> _Data shown_
━━━━━━━━━━━━━━━━━━━━

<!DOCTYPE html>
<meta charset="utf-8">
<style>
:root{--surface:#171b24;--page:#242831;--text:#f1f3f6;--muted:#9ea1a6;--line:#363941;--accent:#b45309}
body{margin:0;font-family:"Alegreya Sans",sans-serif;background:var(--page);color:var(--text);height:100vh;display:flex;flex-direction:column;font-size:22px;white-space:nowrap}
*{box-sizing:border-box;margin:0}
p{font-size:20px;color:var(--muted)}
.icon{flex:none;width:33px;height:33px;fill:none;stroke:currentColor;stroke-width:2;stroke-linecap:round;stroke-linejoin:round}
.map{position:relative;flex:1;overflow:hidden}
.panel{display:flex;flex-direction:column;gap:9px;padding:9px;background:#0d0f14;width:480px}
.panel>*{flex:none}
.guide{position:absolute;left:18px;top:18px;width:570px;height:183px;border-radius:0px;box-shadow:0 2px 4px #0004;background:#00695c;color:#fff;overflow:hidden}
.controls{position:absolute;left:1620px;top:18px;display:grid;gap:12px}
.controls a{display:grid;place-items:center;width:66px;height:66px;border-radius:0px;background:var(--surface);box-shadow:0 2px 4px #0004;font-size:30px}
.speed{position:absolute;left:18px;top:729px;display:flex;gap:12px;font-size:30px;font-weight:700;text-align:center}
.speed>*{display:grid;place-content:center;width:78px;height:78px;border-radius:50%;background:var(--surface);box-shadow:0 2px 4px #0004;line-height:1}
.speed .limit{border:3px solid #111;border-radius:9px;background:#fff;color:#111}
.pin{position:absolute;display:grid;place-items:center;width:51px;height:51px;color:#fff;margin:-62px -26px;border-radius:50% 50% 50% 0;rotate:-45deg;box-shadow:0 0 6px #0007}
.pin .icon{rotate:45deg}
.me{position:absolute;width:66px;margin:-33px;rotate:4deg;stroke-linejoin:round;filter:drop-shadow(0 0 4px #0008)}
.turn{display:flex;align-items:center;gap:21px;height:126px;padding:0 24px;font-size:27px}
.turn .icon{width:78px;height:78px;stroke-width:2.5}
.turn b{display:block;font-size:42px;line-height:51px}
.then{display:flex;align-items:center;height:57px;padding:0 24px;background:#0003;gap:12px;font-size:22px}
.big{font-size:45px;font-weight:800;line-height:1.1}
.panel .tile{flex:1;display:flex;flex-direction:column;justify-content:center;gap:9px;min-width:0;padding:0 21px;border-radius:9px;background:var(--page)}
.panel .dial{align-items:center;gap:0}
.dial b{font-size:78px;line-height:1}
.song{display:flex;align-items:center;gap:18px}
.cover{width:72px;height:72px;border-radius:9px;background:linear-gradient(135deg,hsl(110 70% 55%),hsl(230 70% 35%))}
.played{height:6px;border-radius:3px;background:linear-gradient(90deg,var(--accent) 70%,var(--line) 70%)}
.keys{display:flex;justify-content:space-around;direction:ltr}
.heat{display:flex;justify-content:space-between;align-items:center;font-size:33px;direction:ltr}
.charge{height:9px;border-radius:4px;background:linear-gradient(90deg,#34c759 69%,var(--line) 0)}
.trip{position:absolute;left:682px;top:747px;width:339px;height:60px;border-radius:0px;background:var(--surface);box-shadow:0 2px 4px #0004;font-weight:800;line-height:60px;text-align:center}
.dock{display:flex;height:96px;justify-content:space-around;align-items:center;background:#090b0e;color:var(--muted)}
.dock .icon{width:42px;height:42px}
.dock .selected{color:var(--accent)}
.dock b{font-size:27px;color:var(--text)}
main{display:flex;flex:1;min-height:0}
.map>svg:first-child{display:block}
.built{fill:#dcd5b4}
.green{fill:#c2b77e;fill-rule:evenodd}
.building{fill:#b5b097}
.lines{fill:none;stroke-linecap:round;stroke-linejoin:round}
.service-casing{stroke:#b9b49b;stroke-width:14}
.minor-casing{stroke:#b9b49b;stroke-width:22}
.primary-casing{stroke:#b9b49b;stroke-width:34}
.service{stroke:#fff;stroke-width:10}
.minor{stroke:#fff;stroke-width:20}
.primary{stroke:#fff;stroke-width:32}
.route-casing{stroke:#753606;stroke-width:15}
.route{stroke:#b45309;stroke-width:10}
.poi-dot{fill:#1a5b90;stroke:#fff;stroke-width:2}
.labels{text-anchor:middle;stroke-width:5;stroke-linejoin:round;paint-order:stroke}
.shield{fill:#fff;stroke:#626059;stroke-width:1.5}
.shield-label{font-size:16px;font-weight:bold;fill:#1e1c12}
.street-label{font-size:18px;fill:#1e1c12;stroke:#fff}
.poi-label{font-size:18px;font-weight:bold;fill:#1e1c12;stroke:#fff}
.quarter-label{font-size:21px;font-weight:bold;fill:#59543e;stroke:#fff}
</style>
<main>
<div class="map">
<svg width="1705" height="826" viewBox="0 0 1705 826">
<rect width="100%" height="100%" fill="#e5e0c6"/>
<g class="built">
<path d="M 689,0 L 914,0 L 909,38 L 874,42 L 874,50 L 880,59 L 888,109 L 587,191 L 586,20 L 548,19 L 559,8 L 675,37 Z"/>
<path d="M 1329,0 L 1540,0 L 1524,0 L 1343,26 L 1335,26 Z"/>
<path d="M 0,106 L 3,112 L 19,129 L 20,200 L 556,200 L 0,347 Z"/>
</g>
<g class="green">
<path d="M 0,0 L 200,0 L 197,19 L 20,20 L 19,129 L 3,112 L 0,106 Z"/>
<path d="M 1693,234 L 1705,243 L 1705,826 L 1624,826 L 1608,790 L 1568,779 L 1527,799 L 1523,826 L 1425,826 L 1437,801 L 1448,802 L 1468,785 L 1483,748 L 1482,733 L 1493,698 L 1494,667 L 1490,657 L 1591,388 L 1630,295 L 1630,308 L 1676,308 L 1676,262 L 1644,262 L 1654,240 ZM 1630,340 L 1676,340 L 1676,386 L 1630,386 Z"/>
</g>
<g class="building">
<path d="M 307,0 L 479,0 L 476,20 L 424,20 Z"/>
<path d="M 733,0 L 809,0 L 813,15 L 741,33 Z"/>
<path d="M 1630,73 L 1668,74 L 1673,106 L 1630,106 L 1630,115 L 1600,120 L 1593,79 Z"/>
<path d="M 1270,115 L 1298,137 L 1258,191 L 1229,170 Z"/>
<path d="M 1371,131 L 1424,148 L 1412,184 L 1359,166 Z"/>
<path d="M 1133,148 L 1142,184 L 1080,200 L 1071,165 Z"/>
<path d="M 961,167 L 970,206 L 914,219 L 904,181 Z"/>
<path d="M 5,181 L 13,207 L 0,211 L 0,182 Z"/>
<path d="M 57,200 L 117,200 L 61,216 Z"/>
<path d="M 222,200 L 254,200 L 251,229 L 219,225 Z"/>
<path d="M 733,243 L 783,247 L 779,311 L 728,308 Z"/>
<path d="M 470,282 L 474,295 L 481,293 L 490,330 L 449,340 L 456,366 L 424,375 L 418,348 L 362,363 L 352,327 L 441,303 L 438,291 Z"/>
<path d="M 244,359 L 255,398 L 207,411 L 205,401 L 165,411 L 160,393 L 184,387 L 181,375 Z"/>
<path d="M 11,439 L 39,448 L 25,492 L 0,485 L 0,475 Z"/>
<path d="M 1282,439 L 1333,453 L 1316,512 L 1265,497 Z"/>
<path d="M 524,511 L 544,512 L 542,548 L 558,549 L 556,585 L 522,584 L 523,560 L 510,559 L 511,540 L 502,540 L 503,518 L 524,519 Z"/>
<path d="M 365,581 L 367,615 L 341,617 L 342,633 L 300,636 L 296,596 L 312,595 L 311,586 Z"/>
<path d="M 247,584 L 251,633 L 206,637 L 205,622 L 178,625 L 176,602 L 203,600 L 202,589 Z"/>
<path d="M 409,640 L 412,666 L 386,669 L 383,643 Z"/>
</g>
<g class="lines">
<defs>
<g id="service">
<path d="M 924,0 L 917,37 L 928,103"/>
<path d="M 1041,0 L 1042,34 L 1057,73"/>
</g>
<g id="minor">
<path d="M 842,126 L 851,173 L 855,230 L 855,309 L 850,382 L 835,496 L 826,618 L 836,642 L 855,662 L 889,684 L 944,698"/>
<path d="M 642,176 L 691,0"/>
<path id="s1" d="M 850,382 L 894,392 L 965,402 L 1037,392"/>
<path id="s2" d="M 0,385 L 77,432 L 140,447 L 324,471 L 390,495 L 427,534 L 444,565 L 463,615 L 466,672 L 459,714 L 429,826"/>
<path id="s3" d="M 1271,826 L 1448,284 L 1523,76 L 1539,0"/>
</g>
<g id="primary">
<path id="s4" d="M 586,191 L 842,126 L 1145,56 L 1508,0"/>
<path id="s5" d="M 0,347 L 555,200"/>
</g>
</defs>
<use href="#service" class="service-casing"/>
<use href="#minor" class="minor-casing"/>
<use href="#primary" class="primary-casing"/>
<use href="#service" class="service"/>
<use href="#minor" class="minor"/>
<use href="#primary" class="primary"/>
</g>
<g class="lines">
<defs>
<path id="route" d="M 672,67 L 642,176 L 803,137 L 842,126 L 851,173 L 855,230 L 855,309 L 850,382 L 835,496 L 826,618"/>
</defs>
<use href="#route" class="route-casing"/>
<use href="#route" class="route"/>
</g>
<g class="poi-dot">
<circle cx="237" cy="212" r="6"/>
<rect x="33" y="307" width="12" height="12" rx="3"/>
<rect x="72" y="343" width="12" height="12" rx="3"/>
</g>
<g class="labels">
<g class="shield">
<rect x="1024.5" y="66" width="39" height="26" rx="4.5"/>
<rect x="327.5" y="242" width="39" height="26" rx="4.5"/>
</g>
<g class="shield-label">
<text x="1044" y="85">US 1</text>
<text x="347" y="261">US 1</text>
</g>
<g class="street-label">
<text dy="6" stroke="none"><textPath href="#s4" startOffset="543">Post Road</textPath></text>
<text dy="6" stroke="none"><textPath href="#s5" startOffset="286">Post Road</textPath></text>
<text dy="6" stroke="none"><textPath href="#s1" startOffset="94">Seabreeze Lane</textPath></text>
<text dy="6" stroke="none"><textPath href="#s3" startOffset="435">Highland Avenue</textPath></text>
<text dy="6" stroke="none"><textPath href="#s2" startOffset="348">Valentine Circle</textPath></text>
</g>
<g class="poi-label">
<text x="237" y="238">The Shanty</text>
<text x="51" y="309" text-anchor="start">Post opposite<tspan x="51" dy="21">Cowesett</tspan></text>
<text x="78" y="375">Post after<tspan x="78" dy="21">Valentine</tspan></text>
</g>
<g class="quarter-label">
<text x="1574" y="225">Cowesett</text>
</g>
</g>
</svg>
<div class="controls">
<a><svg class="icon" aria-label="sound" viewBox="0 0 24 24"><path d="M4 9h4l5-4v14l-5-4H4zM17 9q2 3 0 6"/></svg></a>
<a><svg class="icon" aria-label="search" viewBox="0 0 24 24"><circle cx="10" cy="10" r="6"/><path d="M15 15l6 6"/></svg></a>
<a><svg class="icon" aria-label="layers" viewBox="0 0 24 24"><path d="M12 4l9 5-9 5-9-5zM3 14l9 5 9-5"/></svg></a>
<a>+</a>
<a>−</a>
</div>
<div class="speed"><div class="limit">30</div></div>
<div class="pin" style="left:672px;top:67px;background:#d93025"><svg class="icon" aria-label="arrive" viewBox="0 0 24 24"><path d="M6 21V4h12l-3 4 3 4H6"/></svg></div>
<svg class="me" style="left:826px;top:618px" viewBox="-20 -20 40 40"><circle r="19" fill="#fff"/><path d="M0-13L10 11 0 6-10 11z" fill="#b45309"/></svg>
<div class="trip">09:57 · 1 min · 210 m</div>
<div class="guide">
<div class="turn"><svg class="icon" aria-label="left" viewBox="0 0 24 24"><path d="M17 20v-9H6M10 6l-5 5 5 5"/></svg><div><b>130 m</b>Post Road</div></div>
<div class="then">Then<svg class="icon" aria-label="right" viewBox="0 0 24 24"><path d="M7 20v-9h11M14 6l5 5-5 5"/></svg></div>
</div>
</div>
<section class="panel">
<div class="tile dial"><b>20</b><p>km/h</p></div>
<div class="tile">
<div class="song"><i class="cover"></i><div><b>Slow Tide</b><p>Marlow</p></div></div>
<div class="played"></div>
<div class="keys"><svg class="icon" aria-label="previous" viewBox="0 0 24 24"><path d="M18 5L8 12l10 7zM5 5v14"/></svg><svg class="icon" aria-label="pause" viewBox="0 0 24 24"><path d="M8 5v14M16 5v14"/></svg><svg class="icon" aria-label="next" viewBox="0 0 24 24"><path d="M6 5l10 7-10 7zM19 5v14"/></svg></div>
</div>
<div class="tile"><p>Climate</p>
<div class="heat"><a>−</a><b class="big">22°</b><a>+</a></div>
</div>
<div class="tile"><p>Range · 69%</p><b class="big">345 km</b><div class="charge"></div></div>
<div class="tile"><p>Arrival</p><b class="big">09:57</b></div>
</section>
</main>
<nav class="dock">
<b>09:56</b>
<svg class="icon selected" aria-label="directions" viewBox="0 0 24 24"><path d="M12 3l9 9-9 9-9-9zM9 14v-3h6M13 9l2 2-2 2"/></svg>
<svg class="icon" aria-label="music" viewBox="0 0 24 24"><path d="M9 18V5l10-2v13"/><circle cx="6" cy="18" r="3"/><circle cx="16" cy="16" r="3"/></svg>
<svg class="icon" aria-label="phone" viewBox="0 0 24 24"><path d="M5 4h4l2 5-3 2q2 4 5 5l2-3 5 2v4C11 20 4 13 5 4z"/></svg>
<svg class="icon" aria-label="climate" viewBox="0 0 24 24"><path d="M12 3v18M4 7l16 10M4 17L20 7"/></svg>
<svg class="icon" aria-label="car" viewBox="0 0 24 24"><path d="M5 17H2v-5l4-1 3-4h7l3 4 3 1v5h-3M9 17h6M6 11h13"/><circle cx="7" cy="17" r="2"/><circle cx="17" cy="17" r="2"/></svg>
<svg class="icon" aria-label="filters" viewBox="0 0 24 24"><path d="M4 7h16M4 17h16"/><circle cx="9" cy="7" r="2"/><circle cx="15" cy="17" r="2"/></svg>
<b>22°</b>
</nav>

━━━━━━━━━━━━━━━━━━━━

> _Your goal_
Provide only the count of lines in the material above that hold the word "selected".

> _Solution to the problem_
2